I used four 10 ohm, 1 watt resistors and four 10 ohm, 1/2 watt resistors. The half watt resistors were used in pairs to give me the 5 ohms I needed to get the divide-by-ten. Below is the guts before I attached it to the bottom of the enclosure using super glue.
The label was a result of my increasing experience in packaging my projects. It was designed in a computer drafting program (Visio), printed on a laser printer, glued to the enclosure, and sprayed with a coat of Rust-Oleum Crystal Clear Enamel.
I learned two lessons in the process. First, I'd put one coat of clear enamel on prior to gluing the label on if I was doing it over again. It's very easy to get a bit of glue on the front of the label when you're gluing it on and that part of the label is a slightly different color than the other parts. Secondly, make sure you use the minimum amount of glue. If it starts bleeding around the edges, you've got too much. On my Tuna Tin 2 I felt like I didn't use enough because you can see when the paper is glued to the tin and where it isn't. The best solution isn't to use more glue, but instead to use a slightly heavier cardstock (instead of regular paper) for the label.

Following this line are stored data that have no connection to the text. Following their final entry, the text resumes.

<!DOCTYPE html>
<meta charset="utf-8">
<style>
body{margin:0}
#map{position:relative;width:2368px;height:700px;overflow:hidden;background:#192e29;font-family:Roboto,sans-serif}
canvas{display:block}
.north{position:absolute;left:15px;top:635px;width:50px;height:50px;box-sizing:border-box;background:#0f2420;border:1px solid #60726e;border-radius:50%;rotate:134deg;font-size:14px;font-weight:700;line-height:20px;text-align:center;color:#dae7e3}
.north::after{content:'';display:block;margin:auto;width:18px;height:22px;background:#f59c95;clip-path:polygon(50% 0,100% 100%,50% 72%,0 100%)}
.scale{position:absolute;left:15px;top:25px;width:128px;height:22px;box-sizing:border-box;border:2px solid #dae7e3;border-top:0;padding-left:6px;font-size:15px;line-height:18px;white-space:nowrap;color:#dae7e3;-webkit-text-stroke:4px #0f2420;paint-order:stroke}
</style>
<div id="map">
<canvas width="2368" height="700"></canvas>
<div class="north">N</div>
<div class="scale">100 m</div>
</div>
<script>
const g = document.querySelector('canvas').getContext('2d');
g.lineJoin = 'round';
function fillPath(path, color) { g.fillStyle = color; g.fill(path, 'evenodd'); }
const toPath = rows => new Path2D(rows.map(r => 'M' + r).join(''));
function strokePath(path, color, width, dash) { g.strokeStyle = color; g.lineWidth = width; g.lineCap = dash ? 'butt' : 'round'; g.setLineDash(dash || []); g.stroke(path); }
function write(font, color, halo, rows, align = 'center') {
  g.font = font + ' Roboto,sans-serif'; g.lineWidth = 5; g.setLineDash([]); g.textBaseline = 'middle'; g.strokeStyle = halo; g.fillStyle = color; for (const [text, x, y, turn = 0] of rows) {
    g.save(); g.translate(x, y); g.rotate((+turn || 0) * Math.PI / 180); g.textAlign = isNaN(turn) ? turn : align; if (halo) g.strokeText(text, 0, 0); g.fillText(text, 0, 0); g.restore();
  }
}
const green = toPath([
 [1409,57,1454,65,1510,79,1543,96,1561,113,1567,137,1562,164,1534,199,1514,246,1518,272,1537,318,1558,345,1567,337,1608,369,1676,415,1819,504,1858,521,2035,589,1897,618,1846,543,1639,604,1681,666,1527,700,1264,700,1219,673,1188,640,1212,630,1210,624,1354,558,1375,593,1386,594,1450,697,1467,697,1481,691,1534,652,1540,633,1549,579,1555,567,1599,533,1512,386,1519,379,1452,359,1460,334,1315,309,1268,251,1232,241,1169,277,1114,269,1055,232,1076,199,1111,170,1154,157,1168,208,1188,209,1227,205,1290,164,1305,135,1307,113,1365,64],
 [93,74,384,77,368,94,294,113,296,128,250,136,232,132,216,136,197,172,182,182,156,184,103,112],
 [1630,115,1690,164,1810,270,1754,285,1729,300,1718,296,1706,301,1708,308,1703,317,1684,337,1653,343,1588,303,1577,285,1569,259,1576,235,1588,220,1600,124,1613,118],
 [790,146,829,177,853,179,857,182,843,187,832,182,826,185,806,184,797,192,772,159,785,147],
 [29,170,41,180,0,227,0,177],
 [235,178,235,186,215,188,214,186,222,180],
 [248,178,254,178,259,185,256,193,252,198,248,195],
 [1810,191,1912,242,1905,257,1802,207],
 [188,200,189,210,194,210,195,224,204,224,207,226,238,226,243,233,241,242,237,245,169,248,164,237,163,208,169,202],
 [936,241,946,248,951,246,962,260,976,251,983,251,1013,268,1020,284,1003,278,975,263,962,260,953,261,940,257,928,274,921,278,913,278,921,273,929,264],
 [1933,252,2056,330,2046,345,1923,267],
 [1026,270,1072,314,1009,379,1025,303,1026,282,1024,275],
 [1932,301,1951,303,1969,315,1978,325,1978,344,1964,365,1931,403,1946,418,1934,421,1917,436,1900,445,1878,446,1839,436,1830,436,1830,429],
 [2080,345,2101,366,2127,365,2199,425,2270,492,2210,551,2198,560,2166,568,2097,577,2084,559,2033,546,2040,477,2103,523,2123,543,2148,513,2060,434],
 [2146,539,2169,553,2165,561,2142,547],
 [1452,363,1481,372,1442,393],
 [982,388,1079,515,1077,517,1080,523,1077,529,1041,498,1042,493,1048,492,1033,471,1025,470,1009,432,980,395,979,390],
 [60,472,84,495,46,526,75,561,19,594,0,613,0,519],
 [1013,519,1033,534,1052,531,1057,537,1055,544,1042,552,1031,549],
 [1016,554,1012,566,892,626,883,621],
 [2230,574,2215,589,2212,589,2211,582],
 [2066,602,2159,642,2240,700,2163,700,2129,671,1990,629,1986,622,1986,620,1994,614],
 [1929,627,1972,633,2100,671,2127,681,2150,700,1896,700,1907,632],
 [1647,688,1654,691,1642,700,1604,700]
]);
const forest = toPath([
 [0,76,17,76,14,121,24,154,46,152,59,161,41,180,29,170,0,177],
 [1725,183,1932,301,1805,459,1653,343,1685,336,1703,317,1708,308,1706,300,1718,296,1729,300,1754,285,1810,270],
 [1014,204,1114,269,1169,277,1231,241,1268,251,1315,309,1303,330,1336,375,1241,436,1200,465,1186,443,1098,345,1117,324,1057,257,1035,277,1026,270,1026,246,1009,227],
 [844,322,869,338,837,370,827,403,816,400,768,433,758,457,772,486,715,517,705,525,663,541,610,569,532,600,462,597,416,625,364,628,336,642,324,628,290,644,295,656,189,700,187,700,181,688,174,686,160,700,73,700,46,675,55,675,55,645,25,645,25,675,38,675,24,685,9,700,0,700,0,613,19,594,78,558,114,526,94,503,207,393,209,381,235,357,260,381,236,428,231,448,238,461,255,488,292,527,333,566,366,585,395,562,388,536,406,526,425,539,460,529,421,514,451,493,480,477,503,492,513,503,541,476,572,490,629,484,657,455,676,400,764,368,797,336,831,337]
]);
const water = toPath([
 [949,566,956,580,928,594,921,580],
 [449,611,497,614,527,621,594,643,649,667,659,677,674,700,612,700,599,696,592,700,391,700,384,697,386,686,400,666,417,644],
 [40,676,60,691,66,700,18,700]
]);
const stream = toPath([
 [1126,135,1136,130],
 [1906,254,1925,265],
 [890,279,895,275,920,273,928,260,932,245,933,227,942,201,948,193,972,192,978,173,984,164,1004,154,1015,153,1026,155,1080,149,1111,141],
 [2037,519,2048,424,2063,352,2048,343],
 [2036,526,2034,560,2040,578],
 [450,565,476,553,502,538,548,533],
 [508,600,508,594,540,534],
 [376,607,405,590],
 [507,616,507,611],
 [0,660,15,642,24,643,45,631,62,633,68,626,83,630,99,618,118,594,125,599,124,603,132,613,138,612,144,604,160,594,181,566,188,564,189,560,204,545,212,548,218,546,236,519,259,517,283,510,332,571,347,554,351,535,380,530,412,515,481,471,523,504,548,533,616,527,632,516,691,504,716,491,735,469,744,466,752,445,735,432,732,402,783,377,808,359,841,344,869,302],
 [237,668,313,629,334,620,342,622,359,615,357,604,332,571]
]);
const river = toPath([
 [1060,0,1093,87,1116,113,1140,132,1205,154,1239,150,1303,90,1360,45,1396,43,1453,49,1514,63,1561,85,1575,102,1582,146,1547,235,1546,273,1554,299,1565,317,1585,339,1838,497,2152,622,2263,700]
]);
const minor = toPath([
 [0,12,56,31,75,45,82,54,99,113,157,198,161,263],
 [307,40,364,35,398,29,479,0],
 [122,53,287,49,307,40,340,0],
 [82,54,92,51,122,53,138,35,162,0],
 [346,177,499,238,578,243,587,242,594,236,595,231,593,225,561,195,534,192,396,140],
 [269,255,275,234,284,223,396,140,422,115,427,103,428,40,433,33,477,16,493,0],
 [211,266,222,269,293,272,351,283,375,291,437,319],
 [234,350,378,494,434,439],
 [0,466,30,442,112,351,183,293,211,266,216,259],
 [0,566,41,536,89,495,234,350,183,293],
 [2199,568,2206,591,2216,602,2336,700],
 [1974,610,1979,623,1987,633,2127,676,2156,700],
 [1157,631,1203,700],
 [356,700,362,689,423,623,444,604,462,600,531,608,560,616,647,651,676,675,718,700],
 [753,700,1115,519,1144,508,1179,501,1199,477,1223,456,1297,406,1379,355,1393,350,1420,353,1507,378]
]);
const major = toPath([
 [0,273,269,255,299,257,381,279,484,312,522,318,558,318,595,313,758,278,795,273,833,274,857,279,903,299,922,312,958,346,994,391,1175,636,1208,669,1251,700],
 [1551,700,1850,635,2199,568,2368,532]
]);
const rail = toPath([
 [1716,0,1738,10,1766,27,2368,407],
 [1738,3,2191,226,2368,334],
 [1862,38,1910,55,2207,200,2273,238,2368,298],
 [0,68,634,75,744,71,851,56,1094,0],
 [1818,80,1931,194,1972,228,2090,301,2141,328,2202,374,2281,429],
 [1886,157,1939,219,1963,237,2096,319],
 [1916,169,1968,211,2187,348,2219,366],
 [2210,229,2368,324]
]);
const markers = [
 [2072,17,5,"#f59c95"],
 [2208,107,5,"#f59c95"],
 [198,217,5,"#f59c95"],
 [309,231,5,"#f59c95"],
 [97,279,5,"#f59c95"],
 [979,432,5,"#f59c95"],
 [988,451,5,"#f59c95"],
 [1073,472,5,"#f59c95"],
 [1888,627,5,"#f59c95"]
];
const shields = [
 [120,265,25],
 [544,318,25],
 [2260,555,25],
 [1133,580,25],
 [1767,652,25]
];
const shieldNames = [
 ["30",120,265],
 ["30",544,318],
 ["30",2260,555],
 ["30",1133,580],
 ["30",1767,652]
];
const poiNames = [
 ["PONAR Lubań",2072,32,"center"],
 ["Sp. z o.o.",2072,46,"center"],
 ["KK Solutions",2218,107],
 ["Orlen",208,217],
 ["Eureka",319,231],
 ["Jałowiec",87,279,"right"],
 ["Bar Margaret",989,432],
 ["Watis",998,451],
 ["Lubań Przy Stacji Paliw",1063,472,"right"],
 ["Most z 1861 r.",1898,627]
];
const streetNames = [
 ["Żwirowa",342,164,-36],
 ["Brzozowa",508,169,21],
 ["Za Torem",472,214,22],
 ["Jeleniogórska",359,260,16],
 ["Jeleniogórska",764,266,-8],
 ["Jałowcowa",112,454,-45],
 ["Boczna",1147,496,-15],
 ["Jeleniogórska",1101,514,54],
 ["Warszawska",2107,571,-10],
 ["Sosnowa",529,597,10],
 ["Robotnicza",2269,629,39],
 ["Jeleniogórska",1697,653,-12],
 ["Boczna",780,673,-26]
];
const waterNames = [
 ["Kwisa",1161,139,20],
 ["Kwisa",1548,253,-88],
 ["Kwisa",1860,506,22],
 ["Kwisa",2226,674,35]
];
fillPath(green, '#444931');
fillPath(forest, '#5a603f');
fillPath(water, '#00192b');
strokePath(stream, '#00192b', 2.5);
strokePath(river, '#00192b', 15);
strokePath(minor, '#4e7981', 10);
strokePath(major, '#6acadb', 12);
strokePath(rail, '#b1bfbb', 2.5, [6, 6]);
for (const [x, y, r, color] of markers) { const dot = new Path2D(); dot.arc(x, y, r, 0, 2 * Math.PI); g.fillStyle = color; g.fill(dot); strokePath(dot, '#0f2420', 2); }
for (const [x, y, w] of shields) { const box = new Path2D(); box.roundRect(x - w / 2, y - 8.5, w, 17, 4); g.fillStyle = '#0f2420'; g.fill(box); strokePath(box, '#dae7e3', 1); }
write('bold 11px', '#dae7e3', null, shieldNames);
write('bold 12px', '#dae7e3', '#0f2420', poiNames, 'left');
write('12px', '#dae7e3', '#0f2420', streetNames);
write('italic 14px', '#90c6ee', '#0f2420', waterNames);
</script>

Why do you call it a dummy antenna instead of a dummy load?
As several radio books will point out, while it's a dummy antenna it is in fact a real load. To be honest, I'm as likely to call it one as the other. But I did want to be as accurate as I could here, so dummy antenna it is...
Why the voltage divider?
My oscilloscope goes up to 5 volts per division and has 8 divisions vertically. That gives me 40 volts peak-to-peak. At 50 ohms, this would be a power of 4 watts. I wanted to be able to use the o'scope to make measurements and look at waveforms for signals in the 5-10 watt range, so I needed some type of external divider. The Cantenna Jr. is easier (for me) than using a voltage divider probe.